此功能可以在约0.1秒内将Huckleberry Finn的整个文本拆分成句子,并处理许多使句子解析变得不平凡的更痛苦的案例,例如“ John Johnson Jr.先生出生于美国,但获得了博士学位。 D.在以色列加入耐克公司的工程师之前,他还曾在craigslist.org业务分析师。

# -*- coding: utf-8 -*-
import re
alphabets= "([A-Za-z])"
prefixes = "(Mr|St|Mrs|Ms|Dr)[.]"
suffixes = "(Inc|Ltd|Jr|Sr|Co)"
starters = "(Mr|Mrs|Ms|Dr|He\s|She\s|It\s|They\s|Their\s|Our\s|We\s|But\s|However\s|That\s|This\s|Wherever)"
acronyms = "([A-Z][.][A-Z][.](?:[A-Z][.])?)"
websites = "[.](com|net|org|io|gov)"

def split_into_sentences(text):
    text = " " + text + "  "
    text = text.replace("\n"," ")
    text = re.sub(prefixes,"\\1<prd>",text)
    text = re.sub(websites,"<prd>\\1",text)
    if "Ph.D" in text: text = text.replace("Ph.D.","Ph<prd>D<prd>")
    text = re.sub("\s" + alphabets + "[.] "," \\1<prd> ",text)
    text = re.sub(acronyms+" "+starters,"\\1<stop> \\2",text)
    text = re.sub(alphabets + "[.]" + alphabets + "[.]" + alphabets + "[.]","\\1<prd>\\2<prd>\\3<prd>",text)
    text = re.sub(alphabets + "[.]" + alphabets + "[.]","\\1<prd>\\2<prd>",text)
    text = re.sub(" "+suffixes+"[.] "+starters," \\1<stop> \\2",text)
    text = re.sub(" "+suffixes+"[.]"," \\1<prd>",text)
    text = re.sub(" " + alphabets + "[.]"," \\1<prd>",text)
    if "”" in text: text = text.replace(".”","”.")
    if "\"" in text: text = text.replace(".\"","\".")
    if "!" in text: text = text.replace("!\"","\"!")
    if "?" in text: text = text.replace("?\"","\"?")
    text = text.replace(".",".<stop>")
    text = text.replace("?","?<stop>")
    text = text.replace("!","!<stop>")
    text = text.replace("<prd>",".")
    sentences = text.split("<stop>")
    sentences = sentences[:-1]
    sentences = [s.strip() for s in sentences]
    return sentences

19
这是一个很棒的解决方案。

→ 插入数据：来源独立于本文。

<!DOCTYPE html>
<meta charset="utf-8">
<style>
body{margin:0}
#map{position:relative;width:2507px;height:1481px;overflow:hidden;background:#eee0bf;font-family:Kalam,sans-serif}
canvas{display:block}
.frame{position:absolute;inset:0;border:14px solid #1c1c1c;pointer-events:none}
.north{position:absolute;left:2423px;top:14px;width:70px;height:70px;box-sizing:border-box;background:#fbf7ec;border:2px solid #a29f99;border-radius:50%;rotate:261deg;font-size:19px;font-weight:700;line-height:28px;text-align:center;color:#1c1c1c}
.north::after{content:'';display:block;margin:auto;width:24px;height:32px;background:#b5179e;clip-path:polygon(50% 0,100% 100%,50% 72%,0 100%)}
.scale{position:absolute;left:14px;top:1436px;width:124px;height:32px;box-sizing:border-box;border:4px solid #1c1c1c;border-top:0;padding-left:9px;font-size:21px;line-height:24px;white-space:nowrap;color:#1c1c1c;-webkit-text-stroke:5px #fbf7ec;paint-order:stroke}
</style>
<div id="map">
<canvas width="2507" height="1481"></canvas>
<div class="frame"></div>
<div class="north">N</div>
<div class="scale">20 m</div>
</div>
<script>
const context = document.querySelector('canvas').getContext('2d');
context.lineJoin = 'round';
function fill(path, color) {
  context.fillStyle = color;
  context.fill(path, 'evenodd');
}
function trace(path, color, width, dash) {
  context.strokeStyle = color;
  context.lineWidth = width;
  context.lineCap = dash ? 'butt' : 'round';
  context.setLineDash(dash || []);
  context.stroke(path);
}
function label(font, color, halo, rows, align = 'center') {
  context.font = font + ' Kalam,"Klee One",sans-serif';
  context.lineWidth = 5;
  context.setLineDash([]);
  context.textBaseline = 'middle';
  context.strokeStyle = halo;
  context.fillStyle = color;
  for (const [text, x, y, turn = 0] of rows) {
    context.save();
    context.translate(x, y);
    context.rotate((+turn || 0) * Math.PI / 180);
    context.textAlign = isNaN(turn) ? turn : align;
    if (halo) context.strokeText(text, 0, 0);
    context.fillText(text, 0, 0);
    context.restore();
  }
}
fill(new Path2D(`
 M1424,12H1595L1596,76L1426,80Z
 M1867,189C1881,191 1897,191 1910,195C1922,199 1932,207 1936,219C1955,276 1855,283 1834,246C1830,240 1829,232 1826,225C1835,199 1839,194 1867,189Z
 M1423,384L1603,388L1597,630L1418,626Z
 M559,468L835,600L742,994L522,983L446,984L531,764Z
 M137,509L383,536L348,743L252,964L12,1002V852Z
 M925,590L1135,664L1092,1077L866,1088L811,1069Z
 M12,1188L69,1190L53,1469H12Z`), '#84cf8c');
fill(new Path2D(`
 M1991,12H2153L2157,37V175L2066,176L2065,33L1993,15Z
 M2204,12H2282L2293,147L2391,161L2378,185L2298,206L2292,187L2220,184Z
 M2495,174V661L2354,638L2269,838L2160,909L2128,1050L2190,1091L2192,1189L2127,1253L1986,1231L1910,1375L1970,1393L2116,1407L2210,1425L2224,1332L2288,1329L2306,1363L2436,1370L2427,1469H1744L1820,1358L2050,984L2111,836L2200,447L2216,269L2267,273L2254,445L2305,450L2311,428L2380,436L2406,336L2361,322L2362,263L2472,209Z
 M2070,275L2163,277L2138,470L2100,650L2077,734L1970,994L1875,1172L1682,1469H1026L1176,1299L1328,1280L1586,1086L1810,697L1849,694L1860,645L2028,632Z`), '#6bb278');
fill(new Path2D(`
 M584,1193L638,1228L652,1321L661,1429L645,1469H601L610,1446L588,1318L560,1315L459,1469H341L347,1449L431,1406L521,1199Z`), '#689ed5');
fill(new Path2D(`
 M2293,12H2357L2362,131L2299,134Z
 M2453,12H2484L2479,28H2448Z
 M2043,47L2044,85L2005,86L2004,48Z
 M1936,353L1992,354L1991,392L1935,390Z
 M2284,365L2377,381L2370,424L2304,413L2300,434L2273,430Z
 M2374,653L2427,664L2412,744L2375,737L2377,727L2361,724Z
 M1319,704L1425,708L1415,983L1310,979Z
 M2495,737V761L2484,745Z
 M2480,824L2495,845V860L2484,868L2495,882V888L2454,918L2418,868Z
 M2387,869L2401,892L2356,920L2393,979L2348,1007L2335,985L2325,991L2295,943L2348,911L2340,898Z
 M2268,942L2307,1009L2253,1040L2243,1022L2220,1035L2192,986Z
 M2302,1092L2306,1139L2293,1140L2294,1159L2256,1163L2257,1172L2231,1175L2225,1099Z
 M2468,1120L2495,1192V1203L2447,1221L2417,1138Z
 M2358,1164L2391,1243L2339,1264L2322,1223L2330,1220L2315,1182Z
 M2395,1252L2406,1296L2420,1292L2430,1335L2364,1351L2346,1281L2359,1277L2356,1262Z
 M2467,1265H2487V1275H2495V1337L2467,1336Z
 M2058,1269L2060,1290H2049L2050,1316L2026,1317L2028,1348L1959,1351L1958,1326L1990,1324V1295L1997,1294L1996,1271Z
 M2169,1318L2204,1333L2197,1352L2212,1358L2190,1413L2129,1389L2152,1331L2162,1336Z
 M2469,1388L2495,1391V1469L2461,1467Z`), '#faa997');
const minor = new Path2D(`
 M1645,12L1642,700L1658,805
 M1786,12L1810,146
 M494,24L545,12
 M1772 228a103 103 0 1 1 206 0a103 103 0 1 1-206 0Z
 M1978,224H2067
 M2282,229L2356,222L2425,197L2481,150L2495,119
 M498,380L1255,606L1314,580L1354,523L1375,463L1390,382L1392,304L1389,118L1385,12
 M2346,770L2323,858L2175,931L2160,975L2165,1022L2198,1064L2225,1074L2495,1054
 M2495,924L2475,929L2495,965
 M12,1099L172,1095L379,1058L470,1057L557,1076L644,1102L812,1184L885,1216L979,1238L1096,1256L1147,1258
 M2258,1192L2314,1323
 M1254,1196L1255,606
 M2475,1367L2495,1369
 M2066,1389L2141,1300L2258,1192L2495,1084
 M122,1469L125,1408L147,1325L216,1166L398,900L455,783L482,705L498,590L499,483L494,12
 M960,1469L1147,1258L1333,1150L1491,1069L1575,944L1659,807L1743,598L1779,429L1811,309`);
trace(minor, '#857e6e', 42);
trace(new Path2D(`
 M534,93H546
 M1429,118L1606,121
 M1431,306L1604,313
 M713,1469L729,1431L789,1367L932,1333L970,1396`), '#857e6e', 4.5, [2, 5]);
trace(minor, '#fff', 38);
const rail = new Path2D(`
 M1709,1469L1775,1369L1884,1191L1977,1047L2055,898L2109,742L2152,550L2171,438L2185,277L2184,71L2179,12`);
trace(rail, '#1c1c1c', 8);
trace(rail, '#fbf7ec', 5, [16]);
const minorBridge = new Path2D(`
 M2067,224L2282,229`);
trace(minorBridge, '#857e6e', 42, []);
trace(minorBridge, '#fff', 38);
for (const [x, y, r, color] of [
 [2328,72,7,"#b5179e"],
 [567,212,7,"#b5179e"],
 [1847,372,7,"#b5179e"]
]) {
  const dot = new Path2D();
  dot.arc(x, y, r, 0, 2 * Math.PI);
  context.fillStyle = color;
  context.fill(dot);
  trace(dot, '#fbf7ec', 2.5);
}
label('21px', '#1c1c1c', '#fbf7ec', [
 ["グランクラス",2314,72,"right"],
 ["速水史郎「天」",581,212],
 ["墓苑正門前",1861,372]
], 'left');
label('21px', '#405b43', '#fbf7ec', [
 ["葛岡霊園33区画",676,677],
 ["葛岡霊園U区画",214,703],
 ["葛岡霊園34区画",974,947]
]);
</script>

但是,我在正则表达式的声明中又添加了两行digits =“([[0-9])”,text = re.sub(digits +“ [。]” + digits,“ \\ 1 <prd> \ \ 2“,text)。现在,它不会将行拆分为十进制数(例如5.5)。感谢您的回答。
Ameya Kulkarni

1
您是如何解析整个Huckleberry Fin的?文本格式在哪里?
PascalVKooten

6
一个很好的解决方案。在函数中,如果在文本中添加了“ ie”,则添加了文本中的“例如”:text = text.replace(“ eg”,“ e <prd> g <prd>”) ,“ i <prd> e <prd>”),它完全解决了我的问题。
Sisay Chala

3
很棒的解决方案,有非常有用的评论!只是为了让它多了几分稳健,但:prefixes = "(Mr|St|Mrs|Ms|Dr|Prof|Capt|Cpt|Lt|Mt)[.]"websites = "[.](com|net|org|io|gov|me|edu)",和if "..." in text: text = text.replace("...","<prd><prd><prd>")
Dascienz

1
可以使此功能看作一句话吗:当一个孩子问妈妈“婴儿从哪里来?”时,一个人应该回答她什么?
twhale '18

50

除了使用正则表达式将文本拆分为句子外,还可以使用nltk库。

>>> from nltk import tokenize
>>> p = "Good morning Dr. Adams. The patient is waiting for you in room number 3."

>>> tokenize.sent_tokenize(p)
['Good morning Dr. Adams.', 'The patient is waiting for you in room number 3.']

参考:https : //stackoverflow.com/a/9474645/2877052


比公认的答案更好,更简单,更可重用的示例。
杰伊D.19年

如果在点后删除空格,tokenize.sent_tokenize()不起作用,但tokenizer.tokenize()起作用!嗯...
Leonid Ganeline,

1
for sentence in tokenize.sent_tokenize(text): print(sentence)
Victoria Stuart

11

您可以尝试使用Spacy代替正则表达式。我用它就可以了。

import spacy
nlp = spacy.load('en')

text = '''Your text here'''
tokens = nlp(text)

for sent in tokens.sents:
    print(sent.string.strip())

1
巨大的空间。但是,如果您只需要分隔成句子,则在处理数据管道时将文本传递到太空将花费太长时间
Berlines

@Berlines我同意,但是找不到其他像spaCy一样干净的库。但是,如果您有任何建议,我可以尝试。
精灵

另外,对于在那里的AWS Lambda Serverless用户,spacy的支持数据文件很多100MB(英语大的文件大于400MB),因此,您不能开箱即用这样的东西(非常可惜Spacy的粉丝)
Julian H

9

这是不依赖任何外部库的中间方法。我使用列表推导来排除缩写词和终止符之间的重叠以及排除终止符变体之间的重叠,例如:“。” 与“。”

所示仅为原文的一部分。